The lord's men, seeing their commander fall, broke and fled. A cheer went up from the Baratheon ranks.
Kaelen stood over the body of the fallen lord, his chest heaving, his body drenched in blood and sweat. He felt the lord's life force flow into him, a powerful surge of vitality. And with it came the skills of a highborn lord: a knowledge of heraldry, a smattering of the high Valyrian tongue, and, most importantly, the ingrained instinct of command.
The battle was a rout. The loyalist army, deprived of its leaders, collapsed and fled. By midday, the field belonged to Robert Baratheon.
Kaelen stood on a small hill, leaning on his blood-soaked axe, surveying the carnage. The ground was littered with the bodies of the dead and dying, a gruesome carpet of steel and flesh. He was exhausted, his muscles screaming in protest. But he had never felt so alive.
He saw a group of riders approaching him. At their head was Robert Baratheon himself, his warhammer resting on his shoulder, his face flushed with victory.
"By the gods, you fight like a demon, Vyrwel!" Robert boomed, his laughter echoing across the battlefield. "I saw what you did to Cafferen. You cracked him open like a damn nut! A true storm lord!"
Kaelen inclined his head, his face a mask of humble gratitude. "I did my duty to my liege lord," he said, his voice calm and steady.

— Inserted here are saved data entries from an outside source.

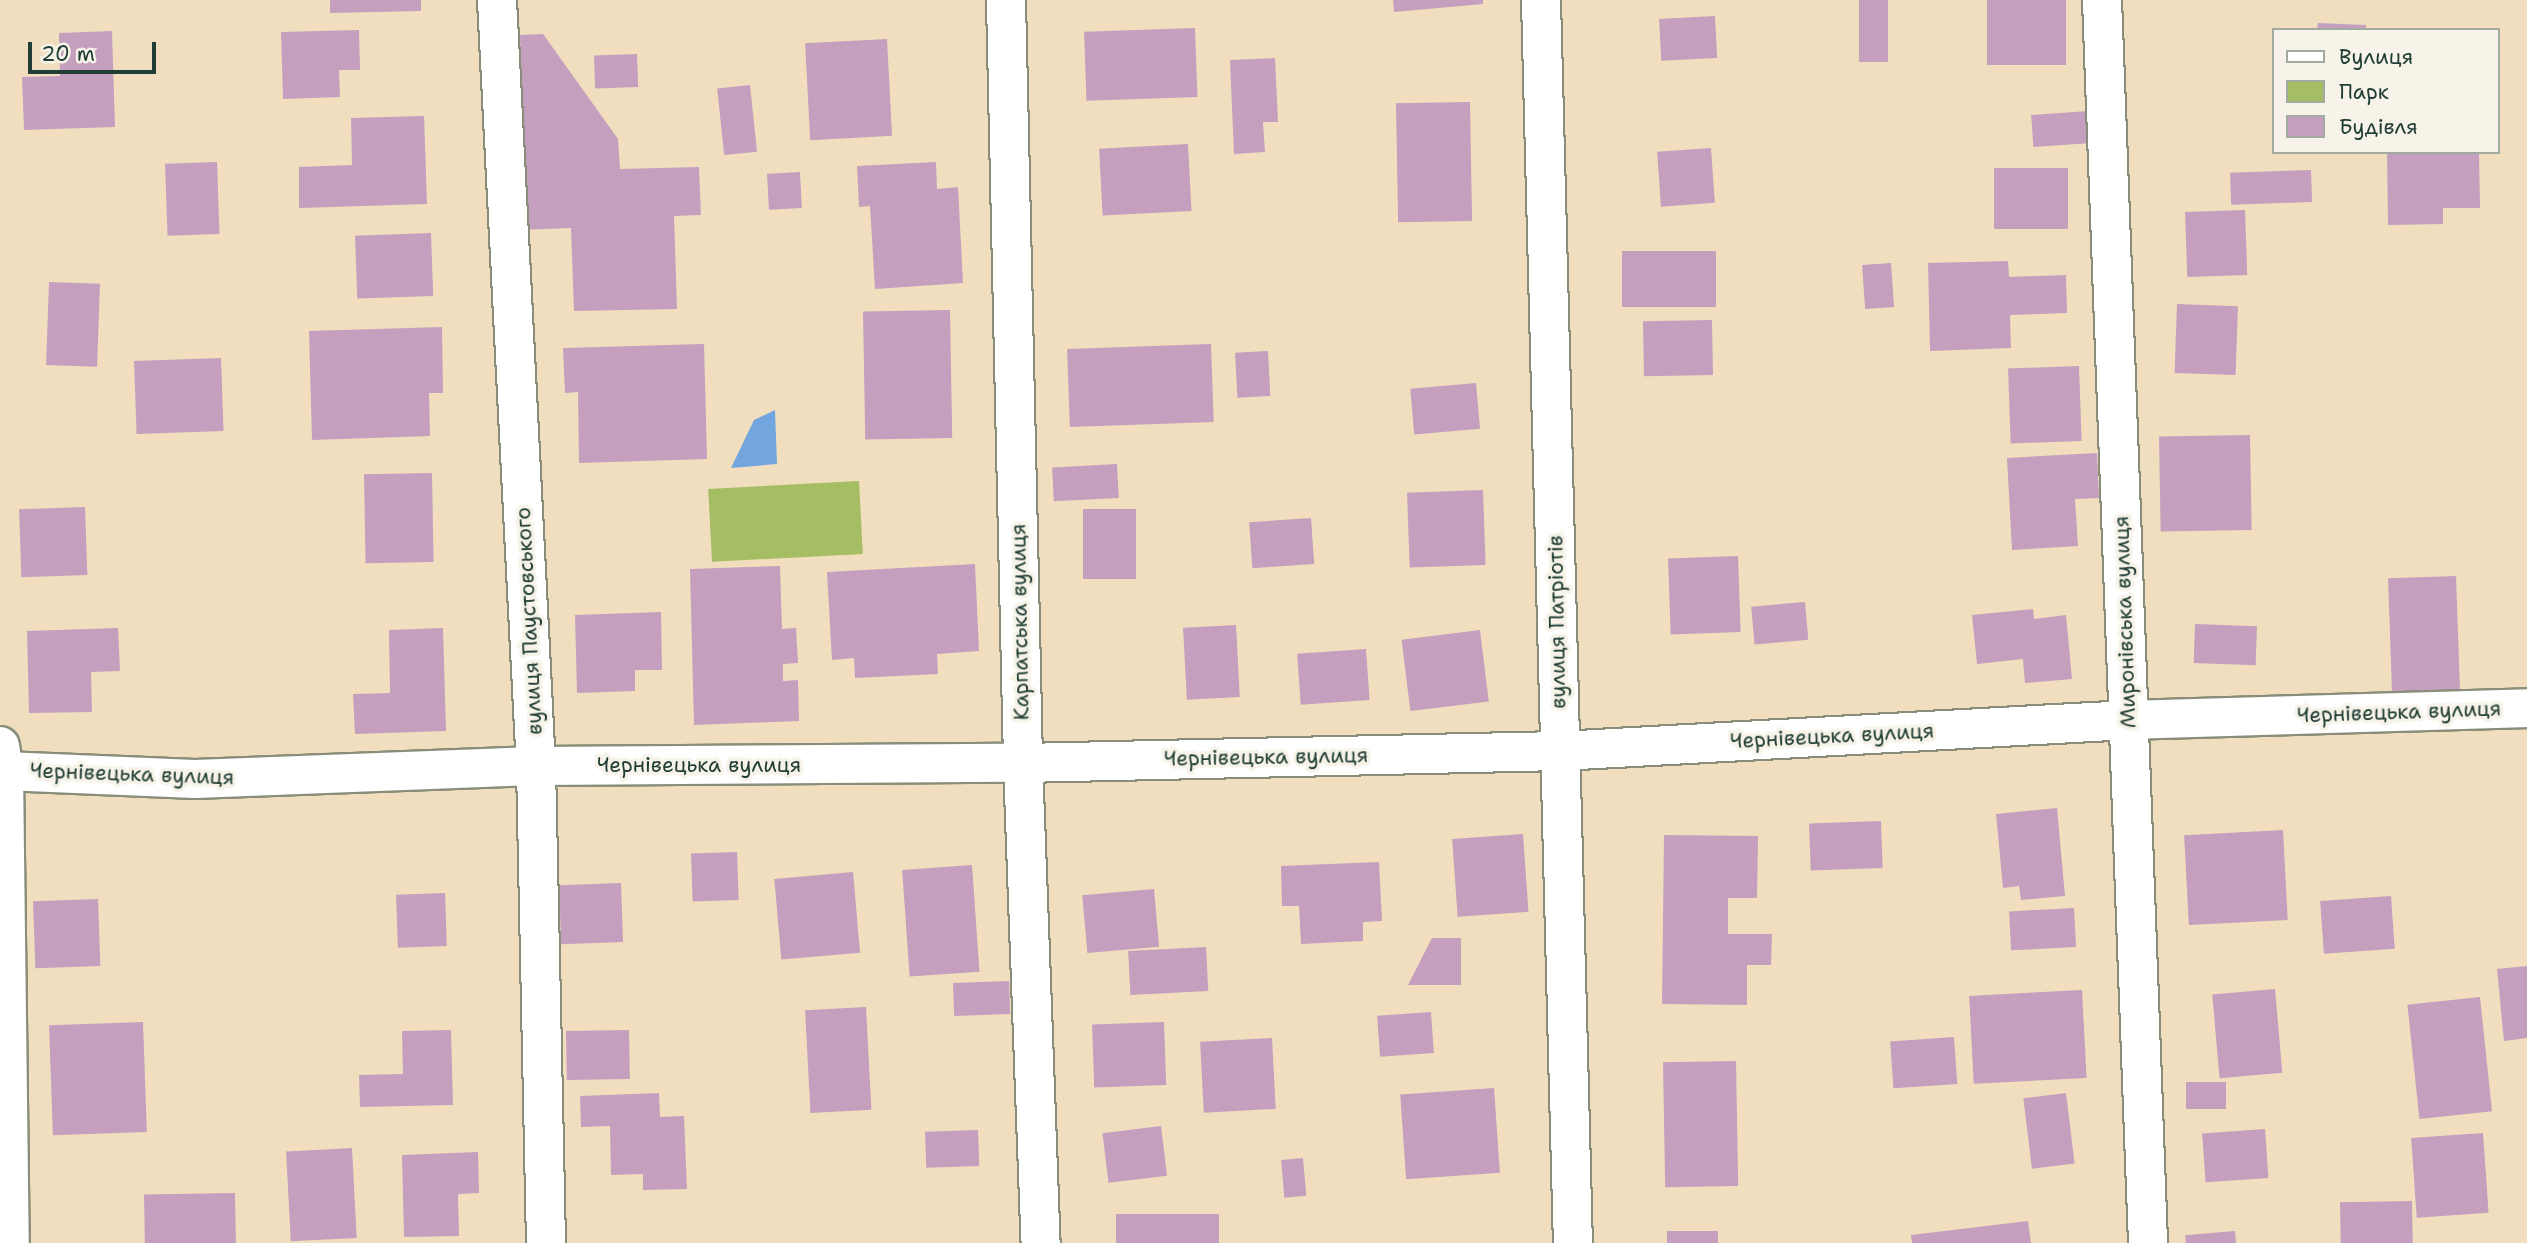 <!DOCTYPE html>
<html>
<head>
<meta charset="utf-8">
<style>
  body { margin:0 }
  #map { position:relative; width:2527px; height:1243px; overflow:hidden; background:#f1debe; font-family:"Shantell Sans",sans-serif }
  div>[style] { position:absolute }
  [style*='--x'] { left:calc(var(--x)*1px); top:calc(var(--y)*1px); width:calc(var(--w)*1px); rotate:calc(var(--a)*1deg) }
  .green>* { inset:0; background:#a5bd63; transform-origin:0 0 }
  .water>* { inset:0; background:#73a6df }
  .building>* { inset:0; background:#c49fbe; transform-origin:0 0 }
  .roads { filter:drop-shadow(2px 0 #888e79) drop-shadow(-2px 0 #888e79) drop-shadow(0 2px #888e79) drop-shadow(0 -2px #888e79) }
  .minor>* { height:38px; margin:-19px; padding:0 19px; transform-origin:19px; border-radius:19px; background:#fff }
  span { translate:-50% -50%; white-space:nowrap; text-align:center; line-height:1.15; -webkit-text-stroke:7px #f7f3e8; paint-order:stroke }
  .street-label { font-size:21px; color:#1f3d34 }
  .legend { position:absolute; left:2272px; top:28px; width:228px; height:126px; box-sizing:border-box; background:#f7f3e8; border:2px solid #a1aaa0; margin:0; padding:9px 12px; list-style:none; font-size:21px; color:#1f3d34 }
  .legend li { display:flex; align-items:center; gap:14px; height:35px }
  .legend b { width:35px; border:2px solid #a1aaa0 }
  .scale { position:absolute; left:28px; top:42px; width:128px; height:32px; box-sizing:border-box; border:4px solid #1f3d34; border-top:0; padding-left:9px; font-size:21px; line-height:24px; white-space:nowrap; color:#1f3d34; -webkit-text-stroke:5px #f7f3e8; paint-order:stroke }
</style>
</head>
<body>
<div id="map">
  <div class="green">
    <i style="left:859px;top:481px;width:73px;height:151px;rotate:87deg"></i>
  </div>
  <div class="water">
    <i style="clip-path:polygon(775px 410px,777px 464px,731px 468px,754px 420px)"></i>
  </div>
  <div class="building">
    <i style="clip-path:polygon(330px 0,421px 0,421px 11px,330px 13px)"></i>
    <i style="clip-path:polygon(1393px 0,1483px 0,1483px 4px,1394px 12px)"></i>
    <i style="left:1859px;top:0;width:29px;height:62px"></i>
    <i style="left:1987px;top:0;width:79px;height:65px"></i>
    <i style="left:1715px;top:16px;width:42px;height:56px;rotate:87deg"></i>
    <i style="clip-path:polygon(2318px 23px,2366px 25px,2366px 30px,2317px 30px)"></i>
    <i style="left:1195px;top:28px;width:69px;height:111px;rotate:88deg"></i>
    <i style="clip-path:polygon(359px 30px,360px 70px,339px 70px,340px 97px,283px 99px,281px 32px)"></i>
    <i style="clip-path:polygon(112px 31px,115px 127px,24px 130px,22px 77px,60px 76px,59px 33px)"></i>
    <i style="clip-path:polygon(543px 34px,618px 139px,620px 169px,699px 167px,701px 215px,674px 216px,677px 309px,574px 311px,571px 228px,518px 230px,523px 172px,520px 35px)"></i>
    <i style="left:887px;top:39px;width:97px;height:82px;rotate:87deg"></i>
    <i style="left:637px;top:54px;width:33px;height:43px;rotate:88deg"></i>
    <i style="clip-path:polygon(1275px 58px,1278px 122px,1263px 122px,1265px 152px,1234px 154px,1230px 60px)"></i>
    <i style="left:750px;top:85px;width:67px;height:33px;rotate:84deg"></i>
    <i style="left:1470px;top:102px;width:119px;height:74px;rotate:89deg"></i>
    <i style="left:2089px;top:111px;width:32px;height:58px;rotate:86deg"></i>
    <i style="clip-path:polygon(424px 116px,427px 204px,299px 208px,299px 167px,352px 165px,351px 118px)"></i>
    <i style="left:1188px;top:144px;width:67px;height:89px;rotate:87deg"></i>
    <i style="left:1711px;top:148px;width:55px;height:54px;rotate:86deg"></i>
    <i style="clip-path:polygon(2387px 152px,2479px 152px,2480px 208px,2443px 208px,2443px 224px,2388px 225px)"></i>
    <i style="left:217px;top:162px;width:72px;height:52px;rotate:88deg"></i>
    <i style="clip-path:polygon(936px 162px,937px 189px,958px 187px,963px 283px,875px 289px,870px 206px,859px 207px,857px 166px)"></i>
    <i style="left:1994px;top:168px;width:74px;height:61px"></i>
    <i style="left:2311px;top:170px;width:32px;height:81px;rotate:88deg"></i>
    <i style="left:800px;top:172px;width:36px;height:33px;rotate:87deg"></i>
    <i style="left:2245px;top:210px;width:65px;height:60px;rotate:88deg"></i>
    <i style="left:431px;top:233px;width:63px;height:76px;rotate:88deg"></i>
    <i style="left:1622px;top:251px;width:94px;height:56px"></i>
    <i style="clip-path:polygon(2008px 261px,2009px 277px,2066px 275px,2067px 313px,2010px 315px,2011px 348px,1930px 351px,1928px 263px)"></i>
    <i style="left:1891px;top:263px;width:44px;height:29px;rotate:86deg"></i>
    <i style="left:49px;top:282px;width:51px;height:83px;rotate:2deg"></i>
    <i style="left:2177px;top:304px;width:61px;height:69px;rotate:2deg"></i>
    <i style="left:950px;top:310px;width:128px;height:87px;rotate:89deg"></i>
    <i style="left:1712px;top:320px;width:55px;height:69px;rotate:89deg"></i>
    <i style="clip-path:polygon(442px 327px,443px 393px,429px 393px,430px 436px,312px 440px,309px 331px)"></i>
    <i style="clip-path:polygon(704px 344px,707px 459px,579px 463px,578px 392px,565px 393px,563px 348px)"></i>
    <i style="left:1211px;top:344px;width:78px;height:144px;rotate:88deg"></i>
    <i style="left:1268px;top:351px;width:45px;height:33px;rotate:87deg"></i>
    <i style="left:221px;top:358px;width:73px;height:87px;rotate:88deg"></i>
    <i style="left:2079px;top:366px;width:75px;height:71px;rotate:88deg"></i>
    <i style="left:1476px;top:383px;width:46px;height:66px;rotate:85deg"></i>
    <i style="left:2250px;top:435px;width:95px;height:91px;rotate:89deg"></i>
    <i style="clip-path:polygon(2097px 453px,2099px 498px,2075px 499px,2078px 546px,2012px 550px,2007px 458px)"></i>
    <i style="left:1117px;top:464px;width:34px;height:65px;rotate:87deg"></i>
    <i style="left:432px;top:473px;width:89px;height:68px;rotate:89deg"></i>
    <i style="left:1483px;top:490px;width:75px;height:76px;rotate:88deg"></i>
    <i style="left:85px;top:507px;width:68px;height:66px;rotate:88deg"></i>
    <i style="left:1136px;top:509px;width:70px;height:53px;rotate:90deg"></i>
    <i style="left:1311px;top:518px;width:46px;height:62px;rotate:86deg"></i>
    <i style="left:1738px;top:556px;width:76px;height:70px;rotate:88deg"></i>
    <i style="clip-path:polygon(975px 564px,979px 651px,937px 654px,938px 674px,855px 678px,854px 658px,832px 660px,827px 572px)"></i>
    <i style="clip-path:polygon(780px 566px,782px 629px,796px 628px,798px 663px,783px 664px,783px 681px,798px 680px,799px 721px,694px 725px,690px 569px)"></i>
    <i style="left:2456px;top:576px;width:114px;height:68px;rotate:88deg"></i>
    <i style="left:1805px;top:602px;width:38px;height:54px;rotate:85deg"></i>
    <i style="clip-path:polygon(2033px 609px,2034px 619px,2066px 615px,2072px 679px,2025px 683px,2023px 659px,1977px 664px,1972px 615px)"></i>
    <i style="clip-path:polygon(661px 612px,662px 670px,635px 670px,635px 691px,577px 693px,575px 615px)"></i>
    <i style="left:2195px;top:624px;width:62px;height:39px;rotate:2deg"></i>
    <i style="left:1236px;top:625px;width:72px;height:53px;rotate:87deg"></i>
    <i style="clip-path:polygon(118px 628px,120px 671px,91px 672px,92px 712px,29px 713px,27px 631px)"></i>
    <i style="clip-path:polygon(443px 628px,446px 731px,355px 734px,353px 694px,390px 693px,389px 630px)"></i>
    <i style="left:1480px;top:630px;width:72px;height:79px;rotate:83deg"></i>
    <i style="left:1366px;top:649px;width:51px;height:69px;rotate:86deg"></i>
    <i style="clip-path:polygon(2057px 808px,2065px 896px,2021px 900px,2019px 886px,2003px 888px,1996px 814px)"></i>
    <i style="left:1881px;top:821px;width:47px;height:72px;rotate:88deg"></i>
    <i style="left:2283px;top:830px;width:90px;height:99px;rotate:87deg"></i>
    <i style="left:1523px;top:834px;width:78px;height:71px;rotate:86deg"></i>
    <i style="clip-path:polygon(1664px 835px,1758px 836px,1757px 898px,1728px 898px,1728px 934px,1772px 934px,1771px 965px,1747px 965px,1747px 1005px,1662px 1004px)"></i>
    <i style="left:737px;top:852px;width:48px;height:46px;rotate:88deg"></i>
    <i style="clip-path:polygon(1379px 862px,1382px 921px,1363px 922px,1363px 941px,1301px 944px,1299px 906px,1282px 906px,1281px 866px)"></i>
    <i style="left:972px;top:865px;width:107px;height:70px;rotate:86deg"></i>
    <i style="left:853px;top:872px;width:81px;height:79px;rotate:85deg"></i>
    <i style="left:621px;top:883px;width:59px;height:62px;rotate:88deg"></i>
    <i style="left:1154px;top:889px;width:58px;height:72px;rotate:85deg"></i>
    <i style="left:445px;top:893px;width:53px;height:49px;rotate:88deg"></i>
    <i style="left:2391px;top:896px;width:53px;height:71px;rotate:86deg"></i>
    <i style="left:98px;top:899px;width:67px;height:65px;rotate:88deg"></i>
    <i style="left:2074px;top:908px;width:39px;height:65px;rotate:87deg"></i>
    <i style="clip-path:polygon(1432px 938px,1461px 938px,1461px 985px,1408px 985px)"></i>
    <i style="left:1206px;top:947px;width:44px;height:78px;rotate:87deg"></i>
    <i style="clip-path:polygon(2527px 966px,2527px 1038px,2504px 1041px,2497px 969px)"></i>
    <i style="left:1009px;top:981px;width:33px;height:56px;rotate:88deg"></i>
    <i style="left:2275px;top:989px;width:84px;height:63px;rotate:85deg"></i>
    <i style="left:2082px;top:990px;width:88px;height:113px;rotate:87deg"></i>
    <i style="left:2480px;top:997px;width:115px;height:73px;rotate:84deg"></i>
    <i style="left:866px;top:1007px;width:103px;height:61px;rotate:87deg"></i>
    <i style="left:1431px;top:1012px;width:41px;height:54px;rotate:86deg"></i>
    <i style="left:143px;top:1022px;width:110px;height:94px;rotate:88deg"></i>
    <i style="left:1164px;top:1022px;width:63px;height:72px;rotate:88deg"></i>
    <i style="clip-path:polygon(451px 1030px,453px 1105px,360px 1107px,359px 1075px,403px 1074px,402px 1031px)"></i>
    <i style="left:629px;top:1030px;width:49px;height:63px;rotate:89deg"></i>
    <i style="left:1954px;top:1037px;width:47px;height:64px;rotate:86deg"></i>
    <i style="left:1272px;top:1038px;width:71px;height:72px;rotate:87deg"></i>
    <i style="left:1736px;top:1061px;width:125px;height:73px;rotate:89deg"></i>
    <i style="left:2226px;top:1082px;width:27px;height:40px;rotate:90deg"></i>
    <i style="left:1494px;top:1088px;width:85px;height:94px;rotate:86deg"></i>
    <i style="clip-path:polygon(659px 1093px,660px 1117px,684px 1116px,687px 1189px,643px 1190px,643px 1174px,611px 1175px,610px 1126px,581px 1127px,580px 1096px)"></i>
    <i style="left:2066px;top:1093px;width:71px;height:43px;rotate:83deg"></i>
    <i style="left:1161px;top:1126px;width:50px;height:59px;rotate:83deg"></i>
    <i style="left:2265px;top:1129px;width:49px;height:63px;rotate:86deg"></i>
    <i style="left:978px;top:1130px;width:36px;height:53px;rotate:88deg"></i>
    <i style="left:2483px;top:1133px;width:80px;height:72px;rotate:86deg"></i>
    <i style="left:352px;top:1148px;width:90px;height:66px;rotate:87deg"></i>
    <i style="clip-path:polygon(478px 1152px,479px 1193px,458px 1194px,459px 1236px,404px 1237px,402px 1155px)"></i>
    <i style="left:1303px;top:1158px;width:38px;height:22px;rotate:85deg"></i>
    <i style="left:235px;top:1193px;width:50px;height:91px;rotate:89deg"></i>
    <i style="left:2412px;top:1201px;width:42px;height:72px;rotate:89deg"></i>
    <i style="left:1116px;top:1214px;width:103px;height:29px"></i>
    <i style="clip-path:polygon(2028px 1221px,2031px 1243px,1912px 1243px,1911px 1235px)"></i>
    <i style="left:1718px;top:1231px;width:12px;height:51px;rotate:90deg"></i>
    <i style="left:2235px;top:1231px;width:12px;height:50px;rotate:85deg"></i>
  </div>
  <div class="roads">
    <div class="minor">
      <i style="--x:497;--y:0;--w:767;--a:87.09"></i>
      <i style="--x:536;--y:766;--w:477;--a:88.8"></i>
      <i style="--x:1006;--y:0;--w:763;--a:88.72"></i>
      <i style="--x:1023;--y:763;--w:480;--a:87.9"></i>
      <i style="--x:1541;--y:0;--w:1243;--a:88.53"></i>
      <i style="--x:2102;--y:0;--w:1244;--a:87.88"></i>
      <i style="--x:0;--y:746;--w:25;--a:81"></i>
      <i style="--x:4;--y:771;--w:472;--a:89.3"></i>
      <i style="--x:4;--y:771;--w:191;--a:2.4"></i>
      <i style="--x:195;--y:779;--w:341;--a:-2.2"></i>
      <i style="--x:536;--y:766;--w:487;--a:-0.4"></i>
      <i style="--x:1023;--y:763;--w:537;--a:-1.28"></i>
      <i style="--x:1560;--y:751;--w:570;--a:-3.12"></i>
      <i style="--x:2129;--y:720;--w:398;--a:-1.7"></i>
    </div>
  </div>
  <div class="street-label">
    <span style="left:529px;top:621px;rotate:-93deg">вулиця Паустовського</span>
    <span style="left:1020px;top:622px;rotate:-91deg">Карпатська вулиця</span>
    <span style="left:1557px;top:622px;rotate:-91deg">вулиця Патріотів</span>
    <span style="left:2125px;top:622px;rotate:-92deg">Миронівська вулиця</span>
    <span style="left:2399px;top:712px;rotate:-2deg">Чернівецька вулиця</span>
    <span style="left:1832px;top:736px;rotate:-3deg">Чернівецька вулиця</span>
    <span style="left:1266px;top:757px;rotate:-1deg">Чернівецька вулиця</span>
    <span style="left:699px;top:765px">Чернівецька вулиця</span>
    <span style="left:132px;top:774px;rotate:2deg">Чернівецька вулиця</span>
  </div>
  <ul class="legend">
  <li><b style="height:9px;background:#fff"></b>Вулиця</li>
  <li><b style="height:19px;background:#a5bd63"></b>Парк</li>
  <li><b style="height:19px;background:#c49fbe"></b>Будівля</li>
  </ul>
  <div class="scale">20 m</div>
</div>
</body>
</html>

Robert clapped him on the shoulder, a blow that would have staggered a lesser man. "Your duty? You sent half their army running for the hills! You have a place in my vanguard from now on, boy. I need killers like you by my side."
Kaelen felt a surge of contempt for the man's simplistic praise, but he recognized its utility. He was no longer an insignificant lordling. He was a hero of the rebellion.
As Robert rode off to celebrate his victory, another man approached Kaelen. It was Lord Jon Arryn, the Lord of the Eyrie, Robert's mentor and the true architect of the rebellion. He was an old man, with wise, calculating eyes.
"You fought bravely today, Lord Vyrwel," he said, his voice quiet and measured.
"Thank you, my lord," Kaelen replied, meeting the old man's gaze.
Jon Arryn's eyes narrowed. He saw the coldness in Kaelen's eyes, the almost unnatural calm in the midst of all this carnage. He saw a man who was not celebrating a victory, but a successful hunt.
"You have a bright future ahead of you, young man," he said, his voice holding a note of caution. "See that you use your… talents… wisely."
He rode off, leaving Kaelen alone on the hill. Kaelen watched him go, a slow, cold smile spreading across his face. He understood Jon Arryn's suspicion. He saw it not as a threat, but as a new and interesting challenge. A game of wits to be played alongside the game of war.
He looked at the setting sun, its last rays painting the ruins of Summerhall in shades of gold and crimson. This place, once a symbol of Targaryen glory and tragedy, was now the site of his own ascension. He had built a new foundation for his ambition, a foundation of corpses. And he knew, with a certainty that chilled him to his very soul, that he was just getting started.